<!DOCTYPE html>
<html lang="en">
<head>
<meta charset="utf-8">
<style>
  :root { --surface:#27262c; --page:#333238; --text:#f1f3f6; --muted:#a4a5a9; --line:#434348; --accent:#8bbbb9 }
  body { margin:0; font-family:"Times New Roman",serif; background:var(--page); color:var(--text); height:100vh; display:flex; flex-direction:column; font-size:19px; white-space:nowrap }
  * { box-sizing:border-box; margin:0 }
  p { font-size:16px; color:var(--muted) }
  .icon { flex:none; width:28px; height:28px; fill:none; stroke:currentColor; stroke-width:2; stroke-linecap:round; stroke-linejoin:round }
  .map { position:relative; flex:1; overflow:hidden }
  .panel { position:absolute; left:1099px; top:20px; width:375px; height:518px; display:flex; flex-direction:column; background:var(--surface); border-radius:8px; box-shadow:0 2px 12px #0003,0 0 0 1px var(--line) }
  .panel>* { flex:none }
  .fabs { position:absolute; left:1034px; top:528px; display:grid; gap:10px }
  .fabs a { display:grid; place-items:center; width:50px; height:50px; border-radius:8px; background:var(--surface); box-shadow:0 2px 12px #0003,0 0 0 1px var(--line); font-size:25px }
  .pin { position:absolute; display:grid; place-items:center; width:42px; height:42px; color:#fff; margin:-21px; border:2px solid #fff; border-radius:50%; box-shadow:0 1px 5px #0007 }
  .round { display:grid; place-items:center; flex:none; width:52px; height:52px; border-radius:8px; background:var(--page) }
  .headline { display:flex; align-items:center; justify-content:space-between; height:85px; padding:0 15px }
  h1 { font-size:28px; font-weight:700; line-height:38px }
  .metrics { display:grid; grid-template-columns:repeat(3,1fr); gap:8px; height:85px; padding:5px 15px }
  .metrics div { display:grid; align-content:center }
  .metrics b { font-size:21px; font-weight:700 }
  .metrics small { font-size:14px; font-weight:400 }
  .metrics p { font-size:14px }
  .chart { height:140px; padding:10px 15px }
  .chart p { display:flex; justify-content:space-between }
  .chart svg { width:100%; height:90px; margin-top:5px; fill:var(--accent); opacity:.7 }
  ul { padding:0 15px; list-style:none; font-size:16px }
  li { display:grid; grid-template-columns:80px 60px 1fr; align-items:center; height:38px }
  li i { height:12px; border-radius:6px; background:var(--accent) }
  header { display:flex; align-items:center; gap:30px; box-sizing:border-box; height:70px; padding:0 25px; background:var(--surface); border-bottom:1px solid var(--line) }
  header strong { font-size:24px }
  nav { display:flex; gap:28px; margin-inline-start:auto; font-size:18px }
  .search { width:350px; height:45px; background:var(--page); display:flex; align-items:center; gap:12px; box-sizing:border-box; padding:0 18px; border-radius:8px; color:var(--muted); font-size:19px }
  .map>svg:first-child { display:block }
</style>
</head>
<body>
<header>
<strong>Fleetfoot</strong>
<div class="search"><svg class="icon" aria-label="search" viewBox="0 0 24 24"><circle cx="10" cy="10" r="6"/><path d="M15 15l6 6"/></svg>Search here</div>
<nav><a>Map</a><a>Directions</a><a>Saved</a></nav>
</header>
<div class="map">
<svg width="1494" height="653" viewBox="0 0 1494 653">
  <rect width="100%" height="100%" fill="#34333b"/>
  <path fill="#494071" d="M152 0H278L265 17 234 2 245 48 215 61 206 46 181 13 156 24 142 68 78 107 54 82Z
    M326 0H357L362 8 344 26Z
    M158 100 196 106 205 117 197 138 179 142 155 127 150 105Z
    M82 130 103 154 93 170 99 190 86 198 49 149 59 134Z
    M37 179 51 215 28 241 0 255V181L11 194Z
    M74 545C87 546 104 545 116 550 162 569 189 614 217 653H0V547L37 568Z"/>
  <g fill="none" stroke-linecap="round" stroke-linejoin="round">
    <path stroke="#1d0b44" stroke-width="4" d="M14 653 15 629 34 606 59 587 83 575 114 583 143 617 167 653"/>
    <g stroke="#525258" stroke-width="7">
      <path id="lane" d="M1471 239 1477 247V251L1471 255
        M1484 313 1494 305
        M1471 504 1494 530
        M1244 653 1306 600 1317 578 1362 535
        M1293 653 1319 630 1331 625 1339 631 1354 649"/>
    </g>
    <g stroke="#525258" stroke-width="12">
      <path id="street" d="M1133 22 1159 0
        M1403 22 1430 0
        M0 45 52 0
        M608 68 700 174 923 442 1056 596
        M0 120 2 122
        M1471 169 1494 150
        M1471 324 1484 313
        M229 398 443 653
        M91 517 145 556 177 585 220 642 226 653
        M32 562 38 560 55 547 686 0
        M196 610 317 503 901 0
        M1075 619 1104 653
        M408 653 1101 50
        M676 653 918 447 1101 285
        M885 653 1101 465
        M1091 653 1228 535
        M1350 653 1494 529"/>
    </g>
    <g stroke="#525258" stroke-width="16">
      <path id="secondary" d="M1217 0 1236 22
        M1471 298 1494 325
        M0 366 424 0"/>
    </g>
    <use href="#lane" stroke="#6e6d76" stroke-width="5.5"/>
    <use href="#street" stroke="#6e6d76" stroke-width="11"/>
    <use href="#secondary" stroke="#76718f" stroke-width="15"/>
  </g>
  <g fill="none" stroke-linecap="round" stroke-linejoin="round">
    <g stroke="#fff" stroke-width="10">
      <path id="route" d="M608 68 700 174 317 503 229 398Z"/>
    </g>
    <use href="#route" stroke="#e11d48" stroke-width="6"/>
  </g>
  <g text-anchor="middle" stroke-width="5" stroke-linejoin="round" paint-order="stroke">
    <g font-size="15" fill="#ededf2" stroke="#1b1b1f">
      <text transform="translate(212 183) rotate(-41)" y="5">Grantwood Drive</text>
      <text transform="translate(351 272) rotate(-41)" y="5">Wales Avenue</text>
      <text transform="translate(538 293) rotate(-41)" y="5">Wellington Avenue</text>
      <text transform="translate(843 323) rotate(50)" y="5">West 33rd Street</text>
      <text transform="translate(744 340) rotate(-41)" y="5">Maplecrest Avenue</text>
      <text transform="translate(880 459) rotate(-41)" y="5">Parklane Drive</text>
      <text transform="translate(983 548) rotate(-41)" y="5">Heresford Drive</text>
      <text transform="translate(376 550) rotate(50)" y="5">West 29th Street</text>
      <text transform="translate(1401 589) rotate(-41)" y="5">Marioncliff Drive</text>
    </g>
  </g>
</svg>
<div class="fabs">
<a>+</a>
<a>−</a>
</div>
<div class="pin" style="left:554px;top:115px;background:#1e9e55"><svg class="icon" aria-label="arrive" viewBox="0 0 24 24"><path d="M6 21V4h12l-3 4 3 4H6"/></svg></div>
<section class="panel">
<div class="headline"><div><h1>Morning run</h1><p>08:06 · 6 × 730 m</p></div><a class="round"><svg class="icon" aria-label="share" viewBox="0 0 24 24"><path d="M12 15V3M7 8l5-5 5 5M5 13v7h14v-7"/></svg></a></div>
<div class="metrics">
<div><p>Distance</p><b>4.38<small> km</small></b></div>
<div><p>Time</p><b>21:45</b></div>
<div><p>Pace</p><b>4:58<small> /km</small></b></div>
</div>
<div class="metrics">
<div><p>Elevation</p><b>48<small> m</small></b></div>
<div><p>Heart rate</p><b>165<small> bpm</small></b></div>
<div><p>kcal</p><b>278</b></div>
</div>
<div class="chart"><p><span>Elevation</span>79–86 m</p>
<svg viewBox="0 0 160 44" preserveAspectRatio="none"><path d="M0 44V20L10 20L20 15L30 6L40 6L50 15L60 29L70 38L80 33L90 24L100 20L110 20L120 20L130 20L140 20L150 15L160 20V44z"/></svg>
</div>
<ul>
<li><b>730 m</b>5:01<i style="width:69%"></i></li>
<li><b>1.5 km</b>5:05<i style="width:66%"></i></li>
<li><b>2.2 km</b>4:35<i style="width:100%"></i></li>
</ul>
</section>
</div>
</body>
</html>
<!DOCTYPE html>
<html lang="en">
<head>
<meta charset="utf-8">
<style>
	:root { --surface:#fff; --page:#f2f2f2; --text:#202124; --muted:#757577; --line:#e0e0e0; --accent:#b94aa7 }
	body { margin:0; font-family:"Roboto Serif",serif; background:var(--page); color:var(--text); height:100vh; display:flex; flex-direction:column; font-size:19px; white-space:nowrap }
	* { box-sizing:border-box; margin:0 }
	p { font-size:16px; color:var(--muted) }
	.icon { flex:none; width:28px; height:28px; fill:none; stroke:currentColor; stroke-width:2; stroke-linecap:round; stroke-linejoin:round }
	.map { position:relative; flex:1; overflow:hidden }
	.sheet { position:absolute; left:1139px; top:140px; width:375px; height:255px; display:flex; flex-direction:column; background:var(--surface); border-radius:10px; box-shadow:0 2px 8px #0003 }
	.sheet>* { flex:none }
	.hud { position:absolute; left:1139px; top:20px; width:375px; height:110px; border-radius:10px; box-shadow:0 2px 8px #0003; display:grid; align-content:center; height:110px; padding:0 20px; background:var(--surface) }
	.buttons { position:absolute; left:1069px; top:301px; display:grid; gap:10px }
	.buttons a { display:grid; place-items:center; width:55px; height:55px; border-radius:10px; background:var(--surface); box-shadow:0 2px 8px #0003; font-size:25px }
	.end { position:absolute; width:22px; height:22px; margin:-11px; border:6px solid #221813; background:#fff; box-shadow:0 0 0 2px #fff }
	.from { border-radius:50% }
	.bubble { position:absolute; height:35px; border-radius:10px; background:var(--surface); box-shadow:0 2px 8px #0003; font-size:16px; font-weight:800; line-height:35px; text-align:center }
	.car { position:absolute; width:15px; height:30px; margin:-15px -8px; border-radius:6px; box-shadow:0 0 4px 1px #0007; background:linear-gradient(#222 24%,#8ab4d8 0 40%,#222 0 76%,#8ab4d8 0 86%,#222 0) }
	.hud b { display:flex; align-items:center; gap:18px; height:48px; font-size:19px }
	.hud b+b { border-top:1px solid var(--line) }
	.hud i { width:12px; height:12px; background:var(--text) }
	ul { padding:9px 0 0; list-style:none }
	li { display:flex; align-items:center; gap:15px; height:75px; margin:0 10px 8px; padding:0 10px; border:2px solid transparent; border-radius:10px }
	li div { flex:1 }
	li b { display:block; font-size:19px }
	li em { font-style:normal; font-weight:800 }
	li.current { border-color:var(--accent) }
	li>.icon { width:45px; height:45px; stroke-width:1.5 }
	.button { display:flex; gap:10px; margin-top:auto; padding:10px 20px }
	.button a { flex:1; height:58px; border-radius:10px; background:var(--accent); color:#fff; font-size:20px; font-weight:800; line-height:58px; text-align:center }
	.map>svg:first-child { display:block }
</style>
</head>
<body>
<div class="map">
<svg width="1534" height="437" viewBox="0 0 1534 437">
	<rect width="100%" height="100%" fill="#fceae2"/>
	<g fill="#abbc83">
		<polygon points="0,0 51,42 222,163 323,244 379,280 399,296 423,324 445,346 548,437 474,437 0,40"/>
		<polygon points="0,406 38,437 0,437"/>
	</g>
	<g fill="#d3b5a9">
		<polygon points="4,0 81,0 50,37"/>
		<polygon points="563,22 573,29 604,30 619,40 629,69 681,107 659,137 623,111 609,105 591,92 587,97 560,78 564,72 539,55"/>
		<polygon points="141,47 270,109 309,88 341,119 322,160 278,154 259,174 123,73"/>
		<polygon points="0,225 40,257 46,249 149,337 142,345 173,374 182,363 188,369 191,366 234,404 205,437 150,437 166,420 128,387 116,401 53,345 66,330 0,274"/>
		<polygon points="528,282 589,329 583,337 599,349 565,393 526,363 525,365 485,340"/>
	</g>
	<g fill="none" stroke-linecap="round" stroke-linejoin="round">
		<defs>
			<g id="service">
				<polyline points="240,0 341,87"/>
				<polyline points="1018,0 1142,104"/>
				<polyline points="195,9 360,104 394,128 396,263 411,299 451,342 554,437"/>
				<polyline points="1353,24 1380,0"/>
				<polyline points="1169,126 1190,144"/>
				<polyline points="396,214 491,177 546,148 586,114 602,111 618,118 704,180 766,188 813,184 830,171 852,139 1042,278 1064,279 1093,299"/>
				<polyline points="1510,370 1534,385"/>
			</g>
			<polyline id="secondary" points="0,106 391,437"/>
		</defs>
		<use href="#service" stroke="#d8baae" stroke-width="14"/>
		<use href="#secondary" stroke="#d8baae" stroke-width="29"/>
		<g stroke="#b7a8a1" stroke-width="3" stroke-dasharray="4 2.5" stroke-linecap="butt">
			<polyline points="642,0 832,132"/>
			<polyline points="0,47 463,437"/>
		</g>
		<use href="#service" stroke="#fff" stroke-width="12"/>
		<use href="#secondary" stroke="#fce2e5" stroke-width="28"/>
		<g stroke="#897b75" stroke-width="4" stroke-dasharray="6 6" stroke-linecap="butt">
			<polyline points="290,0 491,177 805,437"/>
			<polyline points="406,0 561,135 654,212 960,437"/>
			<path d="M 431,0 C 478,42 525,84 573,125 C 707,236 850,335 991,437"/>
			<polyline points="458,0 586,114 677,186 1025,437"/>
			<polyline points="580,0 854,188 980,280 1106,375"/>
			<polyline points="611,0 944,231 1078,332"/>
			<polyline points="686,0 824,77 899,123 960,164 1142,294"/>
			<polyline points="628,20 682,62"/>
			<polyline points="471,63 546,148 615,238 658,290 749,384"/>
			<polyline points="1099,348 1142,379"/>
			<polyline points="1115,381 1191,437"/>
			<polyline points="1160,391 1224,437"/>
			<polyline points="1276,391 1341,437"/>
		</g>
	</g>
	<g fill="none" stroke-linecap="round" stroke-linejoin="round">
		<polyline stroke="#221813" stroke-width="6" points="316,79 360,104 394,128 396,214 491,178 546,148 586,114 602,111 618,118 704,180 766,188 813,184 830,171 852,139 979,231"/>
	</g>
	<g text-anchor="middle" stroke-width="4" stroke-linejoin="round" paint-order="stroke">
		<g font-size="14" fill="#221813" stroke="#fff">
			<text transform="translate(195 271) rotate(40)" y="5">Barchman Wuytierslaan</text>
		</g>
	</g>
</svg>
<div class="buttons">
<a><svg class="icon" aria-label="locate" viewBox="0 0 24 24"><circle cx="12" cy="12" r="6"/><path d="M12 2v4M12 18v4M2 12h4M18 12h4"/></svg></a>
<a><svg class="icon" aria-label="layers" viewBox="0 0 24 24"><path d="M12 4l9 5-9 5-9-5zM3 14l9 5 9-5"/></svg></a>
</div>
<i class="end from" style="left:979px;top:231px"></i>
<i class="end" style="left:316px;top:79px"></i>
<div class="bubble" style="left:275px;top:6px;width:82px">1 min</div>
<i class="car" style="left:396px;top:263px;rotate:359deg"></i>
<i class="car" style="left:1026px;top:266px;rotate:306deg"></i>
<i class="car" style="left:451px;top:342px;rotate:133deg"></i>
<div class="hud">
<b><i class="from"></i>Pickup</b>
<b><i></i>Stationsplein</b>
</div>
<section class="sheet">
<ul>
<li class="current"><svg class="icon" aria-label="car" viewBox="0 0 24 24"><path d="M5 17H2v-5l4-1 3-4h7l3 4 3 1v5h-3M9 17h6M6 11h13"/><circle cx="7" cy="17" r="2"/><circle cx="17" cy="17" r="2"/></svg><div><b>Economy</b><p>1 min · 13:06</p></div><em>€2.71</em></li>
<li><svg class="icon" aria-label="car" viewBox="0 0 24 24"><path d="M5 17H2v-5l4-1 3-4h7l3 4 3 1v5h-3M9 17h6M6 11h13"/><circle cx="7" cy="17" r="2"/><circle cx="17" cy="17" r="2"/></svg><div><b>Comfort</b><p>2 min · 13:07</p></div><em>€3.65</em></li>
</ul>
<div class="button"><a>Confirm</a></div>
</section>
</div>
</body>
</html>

++++++++++

Task instructions
Exactly as they appear, please write out the lines from the opening of the listing above down to the line containing "position:absolute; display:grid; place-items:center;", with both end lines included.

Answer section
<!DOCTYPE html>
<html lang="en">
<head>
<meta charset="utf-8">
<style>
  :root { --surface:#27262c; --page:#333238; --text:#f1f3f6; --muted:#a4a5a9; --line:#434348; --accent:#8bbbb9 }
  body { margin:0; font-family:"Times New Roman",serif; background:var(--page); color:var(--text); height:100vh; display:flex; flex-direction:column; font-size:19px; white-space:nowrap }
  * { box-sizing:border-box; margin:0 }
  p { font-size:16px; color:var(--muted) }
  .icon { flex:none; width:28px; height:28px; fill:none; stroke:currentColor; stroke-width:2; stroke-linecap:round; stroke-linejoin:round }
  .map { position:relative; flex:1; overflow:hidden }
  .panel { position:absolute; left:1099px; top:20px; width:375px; height:518px; display:flex; flex-direction:column; background:var(--surface); border-radius:8px; box-shadow:0 2px 12px #0003,0 0 0 1px var(--line) }
  .panel>* { flex:none }
  .fabs { position:absolute; left:1034px; top:528px; display:grid; gap:10px }
  .fabs a { display:grid; place-items:center; width:50px; height:50px; border-radius:8px; background:var(--surface); box-shadow:0 2px 12px #0003,0 0 0 1px var(--line); font-size:25px }
  .pin { position:absolute; display:grid; place-items:center; width:42px; height:42px; color:#fff; margin:-21px; border:2px solid #fff; border-radius:50%; box-shadow:0 1px 5px #0007 }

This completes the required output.